To do →
Please start at the first line of the records beneath and quote each line exactly, ending with the line containing "Extract the structured".

═══

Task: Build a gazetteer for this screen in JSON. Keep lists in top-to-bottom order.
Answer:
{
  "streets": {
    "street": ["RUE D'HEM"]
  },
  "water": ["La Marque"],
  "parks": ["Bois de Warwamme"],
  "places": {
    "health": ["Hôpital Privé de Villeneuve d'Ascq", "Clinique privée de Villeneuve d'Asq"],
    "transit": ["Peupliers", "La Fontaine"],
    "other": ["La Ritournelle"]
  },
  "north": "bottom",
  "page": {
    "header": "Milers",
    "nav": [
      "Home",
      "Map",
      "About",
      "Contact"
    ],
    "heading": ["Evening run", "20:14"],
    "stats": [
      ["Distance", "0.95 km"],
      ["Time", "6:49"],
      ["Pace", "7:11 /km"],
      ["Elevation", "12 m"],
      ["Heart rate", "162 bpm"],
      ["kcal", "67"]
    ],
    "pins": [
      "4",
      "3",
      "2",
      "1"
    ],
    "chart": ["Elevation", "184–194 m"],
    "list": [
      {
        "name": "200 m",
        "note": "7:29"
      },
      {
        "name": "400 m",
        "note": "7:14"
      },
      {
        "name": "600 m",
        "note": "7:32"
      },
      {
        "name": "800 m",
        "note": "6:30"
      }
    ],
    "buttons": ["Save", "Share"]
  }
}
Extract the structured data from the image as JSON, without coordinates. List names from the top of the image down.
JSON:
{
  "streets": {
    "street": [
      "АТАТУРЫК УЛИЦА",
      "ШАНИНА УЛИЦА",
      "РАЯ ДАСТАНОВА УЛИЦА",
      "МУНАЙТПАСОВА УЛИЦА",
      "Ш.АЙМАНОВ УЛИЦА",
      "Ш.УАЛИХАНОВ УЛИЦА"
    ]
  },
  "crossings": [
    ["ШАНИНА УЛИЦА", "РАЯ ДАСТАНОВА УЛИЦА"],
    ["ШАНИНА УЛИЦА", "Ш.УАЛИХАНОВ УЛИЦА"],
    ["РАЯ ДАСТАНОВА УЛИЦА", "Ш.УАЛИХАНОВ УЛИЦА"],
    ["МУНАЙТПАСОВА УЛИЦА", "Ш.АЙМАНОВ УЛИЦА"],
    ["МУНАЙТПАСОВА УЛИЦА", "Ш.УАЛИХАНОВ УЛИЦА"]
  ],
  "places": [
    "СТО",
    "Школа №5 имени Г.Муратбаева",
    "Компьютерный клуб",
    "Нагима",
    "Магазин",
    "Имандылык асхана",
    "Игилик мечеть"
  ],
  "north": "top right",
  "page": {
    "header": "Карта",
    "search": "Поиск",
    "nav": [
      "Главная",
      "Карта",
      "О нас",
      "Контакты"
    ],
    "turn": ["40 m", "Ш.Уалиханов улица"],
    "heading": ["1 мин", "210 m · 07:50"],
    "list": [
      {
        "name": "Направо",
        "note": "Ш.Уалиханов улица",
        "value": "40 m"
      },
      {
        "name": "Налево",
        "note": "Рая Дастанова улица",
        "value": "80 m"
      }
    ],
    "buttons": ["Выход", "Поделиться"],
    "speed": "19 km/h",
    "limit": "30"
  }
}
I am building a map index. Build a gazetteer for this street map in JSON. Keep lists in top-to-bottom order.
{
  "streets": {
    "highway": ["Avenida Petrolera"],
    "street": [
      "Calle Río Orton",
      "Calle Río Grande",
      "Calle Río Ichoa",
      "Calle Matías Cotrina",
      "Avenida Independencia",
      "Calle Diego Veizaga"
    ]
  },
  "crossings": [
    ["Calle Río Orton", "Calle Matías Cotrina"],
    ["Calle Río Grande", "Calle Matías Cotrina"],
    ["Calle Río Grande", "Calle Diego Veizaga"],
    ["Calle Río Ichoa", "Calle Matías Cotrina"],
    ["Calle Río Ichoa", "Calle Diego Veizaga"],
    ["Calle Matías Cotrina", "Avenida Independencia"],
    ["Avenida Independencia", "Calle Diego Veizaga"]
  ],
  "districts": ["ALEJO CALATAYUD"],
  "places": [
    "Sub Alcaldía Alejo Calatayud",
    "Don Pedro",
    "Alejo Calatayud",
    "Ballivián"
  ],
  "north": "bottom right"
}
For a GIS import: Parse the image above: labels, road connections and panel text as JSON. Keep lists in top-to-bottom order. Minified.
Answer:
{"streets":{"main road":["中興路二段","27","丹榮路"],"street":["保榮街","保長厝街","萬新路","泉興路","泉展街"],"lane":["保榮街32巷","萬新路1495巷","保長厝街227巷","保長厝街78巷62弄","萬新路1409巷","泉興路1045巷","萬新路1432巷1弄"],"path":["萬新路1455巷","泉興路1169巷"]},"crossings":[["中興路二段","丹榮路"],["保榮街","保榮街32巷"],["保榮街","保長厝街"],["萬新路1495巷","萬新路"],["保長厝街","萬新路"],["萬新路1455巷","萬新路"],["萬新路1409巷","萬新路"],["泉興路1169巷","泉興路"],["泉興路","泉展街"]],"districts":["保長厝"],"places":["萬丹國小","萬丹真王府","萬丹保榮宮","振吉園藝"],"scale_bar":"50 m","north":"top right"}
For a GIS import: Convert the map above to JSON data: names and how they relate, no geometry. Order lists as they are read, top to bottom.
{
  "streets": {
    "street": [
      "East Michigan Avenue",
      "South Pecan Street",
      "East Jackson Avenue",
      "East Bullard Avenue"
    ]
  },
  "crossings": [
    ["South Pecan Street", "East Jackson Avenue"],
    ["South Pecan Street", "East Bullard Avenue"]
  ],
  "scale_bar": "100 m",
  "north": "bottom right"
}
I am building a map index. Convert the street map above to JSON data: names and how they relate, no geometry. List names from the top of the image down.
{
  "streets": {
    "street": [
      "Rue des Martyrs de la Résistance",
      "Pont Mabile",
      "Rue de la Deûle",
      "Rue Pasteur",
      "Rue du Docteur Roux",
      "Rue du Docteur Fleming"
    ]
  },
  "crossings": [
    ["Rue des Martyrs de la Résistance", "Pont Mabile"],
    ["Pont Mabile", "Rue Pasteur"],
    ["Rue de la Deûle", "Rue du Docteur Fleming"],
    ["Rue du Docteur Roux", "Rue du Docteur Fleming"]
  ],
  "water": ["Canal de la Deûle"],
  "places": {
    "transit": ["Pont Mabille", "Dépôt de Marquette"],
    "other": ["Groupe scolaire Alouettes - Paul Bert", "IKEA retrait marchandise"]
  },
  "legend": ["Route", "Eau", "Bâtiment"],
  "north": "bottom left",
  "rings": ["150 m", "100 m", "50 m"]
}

═══

Answer for this exercise →
Task: Build a gazetteer for this screen in JSON. Keep lists in top-to-bottom order.
Answer:
{
  "streets": {
    "street": ["RUE D'HEM"]
  },
  "water": ["La Marque"],
  "parks": ["Bois de Warwamme"],
  "places": {
    "health": ["Hôpital Privé de Villeneuve d'Ascq", "Clinique privée de Villeneuve d'Asq"],
    "transit": ["Peupliers", "La Fontaine"],
    "other": ["La Ritournelle"]
  },
  "north": "bottom",
  "page": {
    "header": "Milers",
    "nav": [
      "Home",
      "Map",
      "About",
      "Contact"
    ],
    "heading": ["Evening run", "20:14"],
    "stats": [
      ["Distance", "0.95 km"],
      ["Time", "6:49"],
      ["Pace", "7:11 /km"],
      ["Elevation", "12 m"],
      ["Heart rate", "162 bpm"],
      ["kcal", "67"]
    ],
    "pins": [
      "4",
      "3",
      "2",
      "1"
    ],
    "chart": ["Elevation", "184–194 m"],
    "list": [
      {
        "name": "200 m",
        "note": "7:29"
      },
      {
        "name": "400 m",
        "note": "7:14"
      },
      {
        "name": "600 m",
        "note": "7:32"
      },
      {
        "name": "800 m",
        "note": "6:30"
      }
    ],
    "buttons": ["Save", "Share"]
  }
}
Extract the structured data from the image as JSON, without coordinates. List names from the top of the image down.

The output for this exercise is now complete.